The stability studies showed that the shorter chained testosterone esters were hydrolysed more rapidly in blood collection tubes not stabilized with NaF (tube A) compared to stabilized tubes (tube B and C). The rate of hydrolysis seems to be dependent on storage temperature. In the clinical study, though, the testosterone ester detection window was not affected by the applied blood collection tube.

Code: 12B11GK

Recombinant human growth hormone (rhGH) has been on the list of forbidden substances since availability of its recombinant form in the early 1990s; however adequate routine doping tests are lacking. The project aims to develop a fast and highly sensitive drug test for detecting two or more hGH-dependent markers in the serum of elite adolescent athletes. In our approach proteomic markers for hGH action such as insulin-like growth factor 1 (IGF-1) and pro-collagen type III N-terminal peptide (P-III-P) will be identified in just a single immunoassay. Considering the desirable reduction of time, costs and workload using FCS instead of other currently available IGF-1 and P-III-NP assays the presented methodology will be an important contribution for a functional doping test for proper use of rhGH. 

Main Findings: 

Two approaches have been developed to detect recombinant hGH in blood in order to control its misuse with the intention of improving athletic performance. Adequate non-invasive tests for human growth hormone (hGH)-dependent markers such as insulin-like growth factor 1 (IGF-1) and pro-collagen type Ill N-terminal peptide (PIIINP) are still lacking.

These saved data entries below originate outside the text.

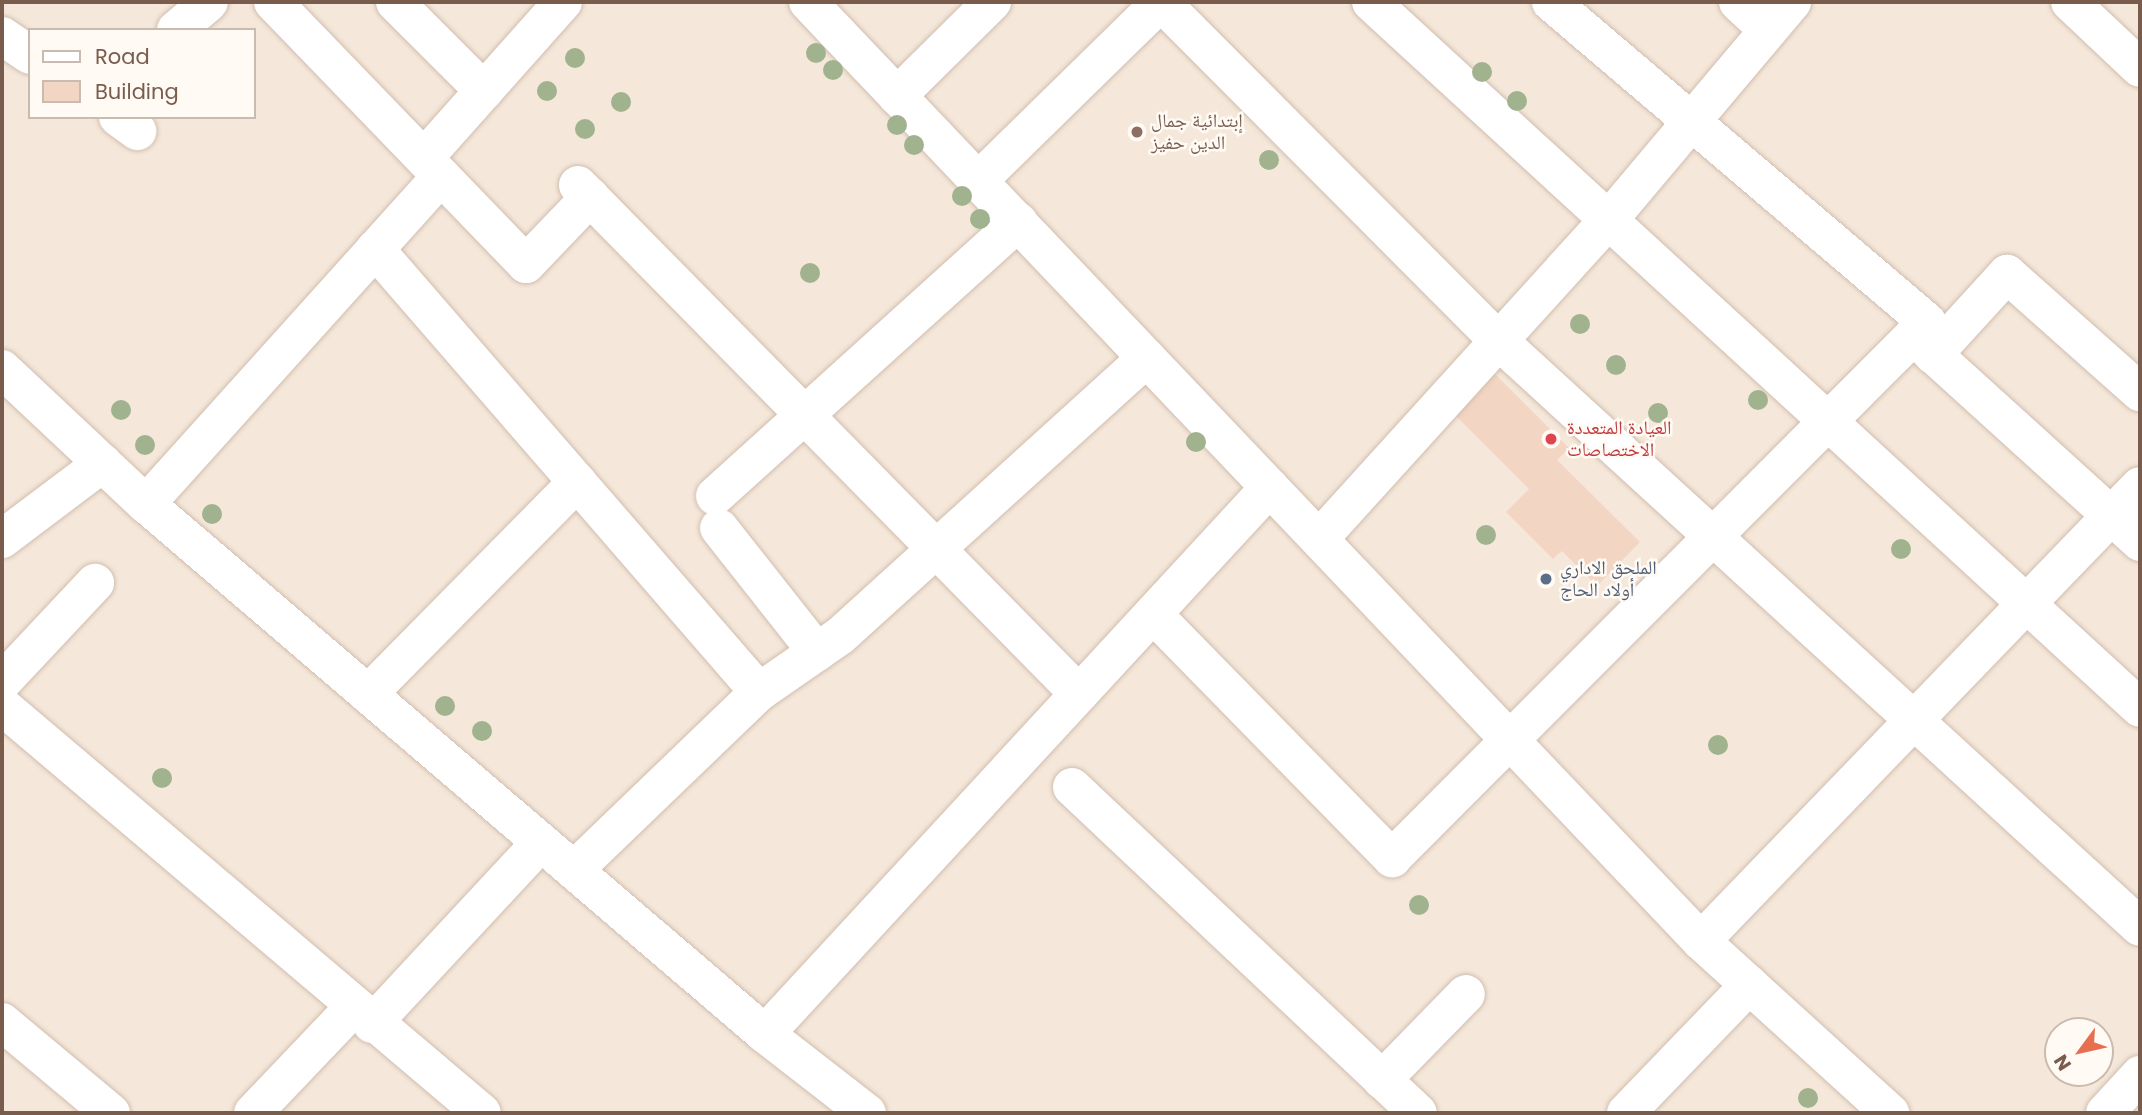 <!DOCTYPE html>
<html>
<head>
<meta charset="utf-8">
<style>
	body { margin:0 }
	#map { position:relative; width:2142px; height:1115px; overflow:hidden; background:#fdf6ec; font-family:Poppins,"Noto Naskh Arabic",sans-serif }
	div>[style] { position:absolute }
	.residential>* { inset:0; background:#f5e8da }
	.building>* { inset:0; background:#f3d5c3 }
	.roads { filter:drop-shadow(0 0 2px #d1beb0) drop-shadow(0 0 2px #d1beb0) }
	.minor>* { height:38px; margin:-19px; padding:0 19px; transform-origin:19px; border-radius:19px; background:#fff }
	.trees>* { width:20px; height:20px; margin:-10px; border-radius:50%; background:#a0b28e }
	.dots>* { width:19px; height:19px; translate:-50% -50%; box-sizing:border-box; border:4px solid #fffaf3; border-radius:50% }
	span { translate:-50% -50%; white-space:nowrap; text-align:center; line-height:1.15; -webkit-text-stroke:5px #fffaf3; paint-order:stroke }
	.education-label { font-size:19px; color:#785e54 }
	.left { translate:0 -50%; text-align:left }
	.health-label { font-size:19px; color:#be3a42 }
	.service-label { font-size:19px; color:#4e5e75 }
	.frame { position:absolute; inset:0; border:4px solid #7a5c4d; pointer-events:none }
	.legend { position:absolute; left:28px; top:28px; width:228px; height:91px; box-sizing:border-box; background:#fffaf3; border:2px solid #cabbb1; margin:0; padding:9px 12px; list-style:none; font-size:21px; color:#7a5c4d }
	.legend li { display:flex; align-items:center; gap:14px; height:35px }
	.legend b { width:35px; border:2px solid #cabbb1 }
	.north { position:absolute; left:2044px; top:1017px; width:70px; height:70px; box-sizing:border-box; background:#fffaf3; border:2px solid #cabbb1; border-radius:50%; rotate:237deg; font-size:19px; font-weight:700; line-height:28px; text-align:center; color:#7a5c4d }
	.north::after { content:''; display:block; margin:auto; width:24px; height:32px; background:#e76f51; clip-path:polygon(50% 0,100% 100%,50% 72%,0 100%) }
</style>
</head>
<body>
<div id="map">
	<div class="residential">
		<div style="clip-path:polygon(evenodd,2px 2px,2140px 2px,2140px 1113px,2px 1113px,2px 2px,30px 30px,254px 30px,254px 117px,30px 117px,30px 30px,2px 2px,2058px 1031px,2100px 1031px,2100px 1073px,2058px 1073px,2058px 1031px)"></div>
	</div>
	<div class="building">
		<div style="clip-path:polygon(1492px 371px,1569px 448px,1557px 460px,1640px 542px,1597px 586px,1562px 551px,1553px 559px,1506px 512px,1529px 489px,1452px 412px)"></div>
	</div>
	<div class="roads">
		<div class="minor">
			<div style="left:273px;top:2px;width:364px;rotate:46deg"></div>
			<div style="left:526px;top:264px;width:93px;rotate:-46.3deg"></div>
			<div style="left:395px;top:2px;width:126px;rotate:45deg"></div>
			<div style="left:808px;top:2px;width:1296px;rotate:46.44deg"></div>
			<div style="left:1701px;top:941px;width:256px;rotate:42.3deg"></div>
			<div style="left:1161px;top:2px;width:479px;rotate:45.1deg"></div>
			<div style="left:1499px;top:341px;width:868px;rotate:42.43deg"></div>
			<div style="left:1371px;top:2px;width:1044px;rotate:42.55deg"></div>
			<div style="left:1738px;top:2px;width:41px;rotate:43deg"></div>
			<div style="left:2070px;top:2px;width:96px;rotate:43.3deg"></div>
			<div style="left:176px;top:30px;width:43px;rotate:-40.3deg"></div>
			<div style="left:2px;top:36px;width:34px;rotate:34deg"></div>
			<div style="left:897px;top:96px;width:134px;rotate:-44.7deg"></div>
			<div style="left:118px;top:117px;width:24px;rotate:36deg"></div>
			<div style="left:424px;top:158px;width:209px;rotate:-48.3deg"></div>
			<div style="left:978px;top:181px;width:256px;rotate:-44.4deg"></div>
			<div style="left:578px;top:185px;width:714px;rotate:45.45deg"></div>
			<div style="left:375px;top:249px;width:586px;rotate:49.08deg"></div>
			<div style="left:1913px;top:336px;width:307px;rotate:42.2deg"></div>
			<div style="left:1933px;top:355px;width:110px;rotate:-47.6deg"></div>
			<div style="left:2007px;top:274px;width:178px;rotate:41.6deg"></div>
			<div style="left:2px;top:369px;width:197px;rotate:43.2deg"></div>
			<div style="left:146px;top:504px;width:815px;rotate:40.57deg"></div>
			<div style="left:765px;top:1034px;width:129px;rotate:37.8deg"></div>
			<div style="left:715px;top:496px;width:409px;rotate:-42.1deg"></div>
			<div style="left:146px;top:504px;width:441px;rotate:-48deg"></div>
			<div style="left:719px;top:528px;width:158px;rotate:51.7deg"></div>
			<div style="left:2px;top:539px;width:126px;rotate:-37deg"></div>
			<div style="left:1319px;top:539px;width:427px;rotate:-47.8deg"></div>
			<div style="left:1606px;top:223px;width:289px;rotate:-49.9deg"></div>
			<div style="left:1153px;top:614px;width:342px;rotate:45.6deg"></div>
			<div style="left:1392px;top:858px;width:757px;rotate:-45.05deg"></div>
			<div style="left:1927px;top:322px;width:494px;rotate:-139.6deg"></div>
			<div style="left:2px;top:682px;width:136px;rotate:-46.8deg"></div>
			<div style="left:368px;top:694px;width:298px;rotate:-45.4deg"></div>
			<div style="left:2px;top:706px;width:629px;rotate:40.3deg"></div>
			<div style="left:1072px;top:787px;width:475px;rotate:43.3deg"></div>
			<div style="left:574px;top:870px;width:257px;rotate:-43.9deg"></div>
			<div style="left:759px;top:692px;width:98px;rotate:-34.7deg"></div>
			<div style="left:840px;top:636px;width:414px;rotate:-42.2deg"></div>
			<div style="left:1701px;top:941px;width:632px;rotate:-46.03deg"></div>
			<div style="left:2px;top:1022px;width:142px;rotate:39.9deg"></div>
			<div style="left:372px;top:1024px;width:248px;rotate:-47.1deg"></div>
			<div style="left:765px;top:1034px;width:744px;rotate:-47.29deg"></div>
			<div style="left:1382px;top:1080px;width:120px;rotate:-45.7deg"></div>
			<div style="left:253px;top:1113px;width:145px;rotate:-46.4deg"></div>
			<div style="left:1626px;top:1113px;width:178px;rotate:-46.1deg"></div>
			<div style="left:2105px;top:1113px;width:52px;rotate:-47.4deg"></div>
		</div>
	</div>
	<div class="trees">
		<div style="left:816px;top:53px"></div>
		<div style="left:575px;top:58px"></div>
		<div style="left:833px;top:70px"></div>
		<div style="left:1482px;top:72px"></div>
		<div style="left:547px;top:91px"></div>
		<div style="left:1517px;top:101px"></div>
		<div style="left:621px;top:102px"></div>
		<div style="left:897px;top:125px"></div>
		<div style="left:585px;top:129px"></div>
		<div style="left:914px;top:145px"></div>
		<div style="left:1269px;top:160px"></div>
		<div style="left:962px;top:196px"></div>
		<div style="left:980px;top:219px"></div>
		<div style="left:810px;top:273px"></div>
		<div style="left:1580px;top:324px"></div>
		<div style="left:1616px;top:365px"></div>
		<div style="left:1758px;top:400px"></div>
		<div style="left:121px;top:410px"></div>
		<div style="left:1658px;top:413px"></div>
		<div style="left:1196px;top:442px"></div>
		<div style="left:145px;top:445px"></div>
		<div style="left:212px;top:514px"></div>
		<div style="left:1486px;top:535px"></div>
		<div style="left:1901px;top:549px"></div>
		<div style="left:445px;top:706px"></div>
		<div style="left:482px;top:731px"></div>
		<div style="left:1718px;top:745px"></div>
		<div style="left:162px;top:778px"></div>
		<div style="left:1419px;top:905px"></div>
		<div style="left:1808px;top:1098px"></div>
	</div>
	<div class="dots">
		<div style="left:1137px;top:132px;background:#8d6e63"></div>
		<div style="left:1551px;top:439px;background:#e0444e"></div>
		<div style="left:1546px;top:579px;background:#5c6f8a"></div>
	</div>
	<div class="education-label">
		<span class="left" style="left:1151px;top:132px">إبتدائية جمال<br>الدين حفيز</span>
	</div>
	<div class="health-label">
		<span class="left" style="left:1567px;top:439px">العيادة المتعددة<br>الاختصاصات</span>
	</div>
	<div class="service-label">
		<span class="left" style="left:1560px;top:579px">الملحق الاداري<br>أولاد الحاج</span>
	</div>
	<div class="frame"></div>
	<ul class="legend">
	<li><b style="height:9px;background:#fff"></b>Road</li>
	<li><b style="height:19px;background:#f3d5c3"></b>Building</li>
	</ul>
	<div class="north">N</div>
</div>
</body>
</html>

In this one-year project a fast and sensitive bead-based immunoassay for IGF-1 and PIIINP detection in serum was developed based on Fluorescence Correlation Spectroscopy (FCS). FCS was used as a reliable technology for measuring absolute concentrations in the nano-molar range. Three FCS immunoassays - a sandwich and a competitive immunoassay for IGF-1 as well as a competitive PIIINP assay - were established and validated against commercially available ELISA. We were able to detect molarities between 0.5 and lOnM of IGF-1 and between 0.5 and 2.5nM of PIIINP with high accuracy in serum samples.  
Considering the desirable reduction of time, costs and workload using FCS instead of other currently available IGF-1 and PIIINP assays the presented methodology might be an important contribution for proper use of rhGH in sports.